Along with other steps the administration has taken, like setting higher fuel standards for cars and trucks, the new regulations could make climate change action one of Obama’s signature achievements—something historians will cite alongside Obamacare, rescue of the auto industry, and the Recovery Act. As Jonathan Chait has written in New York magazine, “By the normal standards of progress Obama has amassed an impressive record so far on climate change.”
Coral Davenport reminds us that this announcement will impact the discussion about climate change beyond our own borders.
China and the United States, the world’s two largest economies and greenhouse gas polluters, are locked in a stalemate over global warming. While today China pollutes more than the United States, Chinese officials insist that, as a developing economy, China should not be forced to take carbon-cutting actions. China has demanded that the United States, as the world’s historically largest polluter, go first. Chinese policy experts say that Mr. Obama’s regulation could end that standoff.

“If the standard is really stringent, that will make a difference in the domestic debate in China,” Mr. Qi said.
In mid-June Afghanistan will finalize their presidential election, which should pave the way for a status of forces agreement with the U.S. and a formal end to that war. Then the question becomes: will we finally be ready to end the indefinite war that began 13 years ago following 9/11?
My fellow Americans, we have traveled through more than a decade under the dark cloud of war. Yet here, in the pre-dawn darkness of Afghanistan, we can see the light of a new day on the horizon. The Iraq War is over. The number of our troops in harm’s way has been cut in half, and more will be coming home soon. We have a clear path to fulfill our mission in Afghanistan, while delivering justice to al Qaeda...

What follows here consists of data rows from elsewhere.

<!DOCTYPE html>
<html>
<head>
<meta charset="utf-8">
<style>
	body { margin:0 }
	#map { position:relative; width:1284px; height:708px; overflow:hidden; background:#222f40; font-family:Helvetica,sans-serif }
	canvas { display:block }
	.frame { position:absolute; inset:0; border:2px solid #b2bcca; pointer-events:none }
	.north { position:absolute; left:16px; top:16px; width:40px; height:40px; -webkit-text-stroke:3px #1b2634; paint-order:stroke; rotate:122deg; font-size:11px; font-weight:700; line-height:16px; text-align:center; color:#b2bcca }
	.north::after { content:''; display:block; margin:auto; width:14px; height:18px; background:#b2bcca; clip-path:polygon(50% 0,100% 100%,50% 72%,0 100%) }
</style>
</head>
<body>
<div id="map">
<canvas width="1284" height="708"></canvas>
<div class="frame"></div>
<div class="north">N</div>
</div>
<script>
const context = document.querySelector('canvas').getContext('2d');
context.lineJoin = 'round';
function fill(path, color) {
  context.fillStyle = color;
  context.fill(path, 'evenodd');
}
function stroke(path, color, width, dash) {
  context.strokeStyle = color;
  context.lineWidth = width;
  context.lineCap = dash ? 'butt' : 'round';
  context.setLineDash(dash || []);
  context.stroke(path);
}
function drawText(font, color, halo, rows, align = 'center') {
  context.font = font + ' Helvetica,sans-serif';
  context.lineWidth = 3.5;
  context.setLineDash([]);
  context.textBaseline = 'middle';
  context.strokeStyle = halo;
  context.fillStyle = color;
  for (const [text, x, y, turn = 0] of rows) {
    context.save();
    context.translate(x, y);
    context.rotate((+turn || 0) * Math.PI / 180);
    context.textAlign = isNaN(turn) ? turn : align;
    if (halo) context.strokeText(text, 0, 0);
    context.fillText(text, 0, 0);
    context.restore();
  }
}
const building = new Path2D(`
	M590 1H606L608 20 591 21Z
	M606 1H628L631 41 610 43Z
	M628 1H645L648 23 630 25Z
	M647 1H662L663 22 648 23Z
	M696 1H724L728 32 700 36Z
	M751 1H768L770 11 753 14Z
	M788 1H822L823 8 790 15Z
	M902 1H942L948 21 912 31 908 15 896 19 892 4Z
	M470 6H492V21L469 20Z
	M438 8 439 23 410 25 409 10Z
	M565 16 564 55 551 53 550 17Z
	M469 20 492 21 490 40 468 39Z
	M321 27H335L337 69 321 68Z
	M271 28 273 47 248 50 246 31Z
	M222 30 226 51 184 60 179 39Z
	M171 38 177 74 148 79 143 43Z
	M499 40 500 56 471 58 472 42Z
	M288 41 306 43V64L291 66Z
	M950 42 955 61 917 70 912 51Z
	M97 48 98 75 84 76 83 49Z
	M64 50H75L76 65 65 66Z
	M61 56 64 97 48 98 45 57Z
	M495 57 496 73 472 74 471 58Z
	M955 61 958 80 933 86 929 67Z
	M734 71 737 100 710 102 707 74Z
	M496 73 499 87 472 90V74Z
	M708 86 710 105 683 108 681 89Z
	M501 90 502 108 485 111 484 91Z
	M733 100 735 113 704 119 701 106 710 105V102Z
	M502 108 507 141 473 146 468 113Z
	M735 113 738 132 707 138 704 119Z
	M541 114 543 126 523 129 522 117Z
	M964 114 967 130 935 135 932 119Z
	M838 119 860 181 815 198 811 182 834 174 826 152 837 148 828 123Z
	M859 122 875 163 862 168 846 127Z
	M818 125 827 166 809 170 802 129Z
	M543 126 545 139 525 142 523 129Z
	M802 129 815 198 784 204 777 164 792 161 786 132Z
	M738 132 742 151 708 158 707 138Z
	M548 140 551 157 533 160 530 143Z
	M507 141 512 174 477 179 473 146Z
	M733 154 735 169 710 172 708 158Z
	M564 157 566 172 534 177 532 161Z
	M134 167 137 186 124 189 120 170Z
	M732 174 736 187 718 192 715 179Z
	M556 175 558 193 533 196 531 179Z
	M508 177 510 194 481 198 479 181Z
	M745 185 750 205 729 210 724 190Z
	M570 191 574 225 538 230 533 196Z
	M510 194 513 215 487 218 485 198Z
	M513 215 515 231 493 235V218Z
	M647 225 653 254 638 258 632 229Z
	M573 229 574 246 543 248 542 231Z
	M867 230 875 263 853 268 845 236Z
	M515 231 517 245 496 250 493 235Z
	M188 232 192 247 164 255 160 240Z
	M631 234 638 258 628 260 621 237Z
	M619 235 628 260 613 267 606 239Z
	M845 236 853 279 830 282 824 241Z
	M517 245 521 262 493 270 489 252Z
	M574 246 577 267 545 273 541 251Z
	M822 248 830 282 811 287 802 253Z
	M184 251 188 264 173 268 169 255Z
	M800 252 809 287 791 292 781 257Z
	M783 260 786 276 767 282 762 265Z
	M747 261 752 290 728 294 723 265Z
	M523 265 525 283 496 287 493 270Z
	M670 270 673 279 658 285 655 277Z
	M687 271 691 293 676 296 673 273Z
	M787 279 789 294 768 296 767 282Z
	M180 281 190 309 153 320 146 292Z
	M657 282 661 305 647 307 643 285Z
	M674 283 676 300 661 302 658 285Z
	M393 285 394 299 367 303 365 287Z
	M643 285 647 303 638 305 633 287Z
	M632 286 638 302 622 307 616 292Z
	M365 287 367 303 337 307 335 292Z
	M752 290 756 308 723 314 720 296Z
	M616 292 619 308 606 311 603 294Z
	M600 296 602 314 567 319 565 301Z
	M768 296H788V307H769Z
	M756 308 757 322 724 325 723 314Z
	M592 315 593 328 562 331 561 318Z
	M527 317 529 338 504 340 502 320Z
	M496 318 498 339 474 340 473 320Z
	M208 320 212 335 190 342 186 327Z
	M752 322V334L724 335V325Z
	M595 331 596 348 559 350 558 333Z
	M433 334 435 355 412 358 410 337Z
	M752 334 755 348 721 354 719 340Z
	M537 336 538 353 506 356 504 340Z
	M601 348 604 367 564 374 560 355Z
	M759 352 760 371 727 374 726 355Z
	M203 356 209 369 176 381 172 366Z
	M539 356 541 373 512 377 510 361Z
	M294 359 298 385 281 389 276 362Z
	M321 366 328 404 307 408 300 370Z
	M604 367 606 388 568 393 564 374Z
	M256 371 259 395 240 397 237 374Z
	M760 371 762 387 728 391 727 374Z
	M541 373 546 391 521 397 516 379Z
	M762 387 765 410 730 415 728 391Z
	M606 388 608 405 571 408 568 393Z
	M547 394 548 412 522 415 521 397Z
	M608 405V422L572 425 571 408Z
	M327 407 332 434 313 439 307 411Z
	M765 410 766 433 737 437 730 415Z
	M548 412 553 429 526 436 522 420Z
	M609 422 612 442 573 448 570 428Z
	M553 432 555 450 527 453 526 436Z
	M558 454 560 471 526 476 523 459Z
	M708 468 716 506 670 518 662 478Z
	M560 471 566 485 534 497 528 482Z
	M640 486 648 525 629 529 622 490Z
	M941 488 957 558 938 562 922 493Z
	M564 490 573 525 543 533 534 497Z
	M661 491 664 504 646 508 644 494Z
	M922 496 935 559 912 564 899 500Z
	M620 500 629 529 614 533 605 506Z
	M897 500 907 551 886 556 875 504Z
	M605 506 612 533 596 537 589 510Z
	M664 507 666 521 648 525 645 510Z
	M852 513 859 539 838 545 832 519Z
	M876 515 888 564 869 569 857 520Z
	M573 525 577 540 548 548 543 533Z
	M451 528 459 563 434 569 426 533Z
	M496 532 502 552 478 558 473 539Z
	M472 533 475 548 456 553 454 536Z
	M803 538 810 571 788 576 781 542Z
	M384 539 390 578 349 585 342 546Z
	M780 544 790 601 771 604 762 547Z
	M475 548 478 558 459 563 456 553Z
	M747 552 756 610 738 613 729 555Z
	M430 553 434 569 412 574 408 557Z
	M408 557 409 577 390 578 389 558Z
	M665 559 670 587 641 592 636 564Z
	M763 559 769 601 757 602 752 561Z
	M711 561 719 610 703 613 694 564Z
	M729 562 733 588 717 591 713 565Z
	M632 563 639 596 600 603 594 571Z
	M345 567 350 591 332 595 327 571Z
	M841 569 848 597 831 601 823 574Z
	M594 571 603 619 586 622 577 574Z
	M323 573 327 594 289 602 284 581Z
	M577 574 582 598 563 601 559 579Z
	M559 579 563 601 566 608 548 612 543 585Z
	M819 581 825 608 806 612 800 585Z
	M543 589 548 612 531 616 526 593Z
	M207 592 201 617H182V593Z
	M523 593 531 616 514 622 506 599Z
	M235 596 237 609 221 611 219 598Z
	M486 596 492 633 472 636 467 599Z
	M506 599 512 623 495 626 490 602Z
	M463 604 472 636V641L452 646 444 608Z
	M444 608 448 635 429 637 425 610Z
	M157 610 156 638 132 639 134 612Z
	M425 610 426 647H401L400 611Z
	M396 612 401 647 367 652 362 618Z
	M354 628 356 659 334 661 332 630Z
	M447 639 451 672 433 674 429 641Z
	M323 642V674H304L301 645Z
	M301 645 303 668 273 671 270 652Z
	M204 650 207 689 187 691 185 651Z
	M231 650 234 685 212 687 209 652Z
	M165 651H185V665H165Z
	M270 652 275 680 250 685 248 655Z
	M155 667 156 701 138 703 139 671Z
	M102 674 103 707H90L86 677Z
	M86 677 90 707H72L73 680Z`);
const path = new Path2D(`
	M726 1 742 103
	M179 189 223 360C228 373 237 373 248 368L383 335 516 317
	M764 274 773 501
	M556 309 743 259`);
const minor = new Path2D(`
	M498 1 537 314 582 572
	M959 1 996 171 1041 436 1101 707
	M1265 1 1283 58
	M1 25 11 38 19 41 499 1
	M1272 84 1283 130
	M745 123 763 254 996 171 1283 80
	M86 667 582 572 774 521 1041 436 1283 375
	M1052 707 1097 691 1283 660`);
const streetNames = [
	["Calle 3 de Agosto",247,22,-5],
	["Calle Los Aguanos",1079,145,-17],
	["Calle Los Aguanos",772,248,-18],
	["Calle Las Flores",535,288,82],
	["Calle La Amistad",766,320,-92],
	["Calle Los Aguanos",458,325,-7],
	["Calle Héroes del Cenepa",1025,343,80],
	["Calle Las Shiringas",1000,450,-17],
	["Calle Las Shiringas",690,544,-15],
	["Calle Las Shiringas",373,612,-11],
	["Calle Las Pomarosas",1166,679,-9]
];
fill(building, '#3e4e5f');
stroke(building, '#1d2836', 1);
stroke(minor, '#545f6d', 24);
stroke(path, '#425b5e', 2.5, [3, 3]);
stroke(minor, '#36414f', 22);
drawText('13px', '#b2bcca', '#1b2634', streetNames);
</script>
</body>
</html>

This time of war began in Afghanistan, and this is where it will end.
July brings the deadline for negotiations with Iran over their nuclear program. If a deal can be finalized, that will be a HUGE vindication of the Obama Doctrine.

And finally, President Obama and Congressional Democrats have given Speaker Boehner until August to pass comprehensive immigration reform. If he fails to do that, the President will sign an executive order altering the current priorities for deportations and setting off a firestorm of debate on that issue.

So while Republicans continue to ensure that this is the least productive Congress in modern history and want to focus on non-existent scandals related to Obamacare and Benghazi, this President is working on all of the above PLUS his Year of Action agenda. That should provide an interesting contrast for the upcoming midterm elections.

Oh, and about that lame duck President thingy? Ha-ha-ha-ha-ha!!!! Don't make me laugh.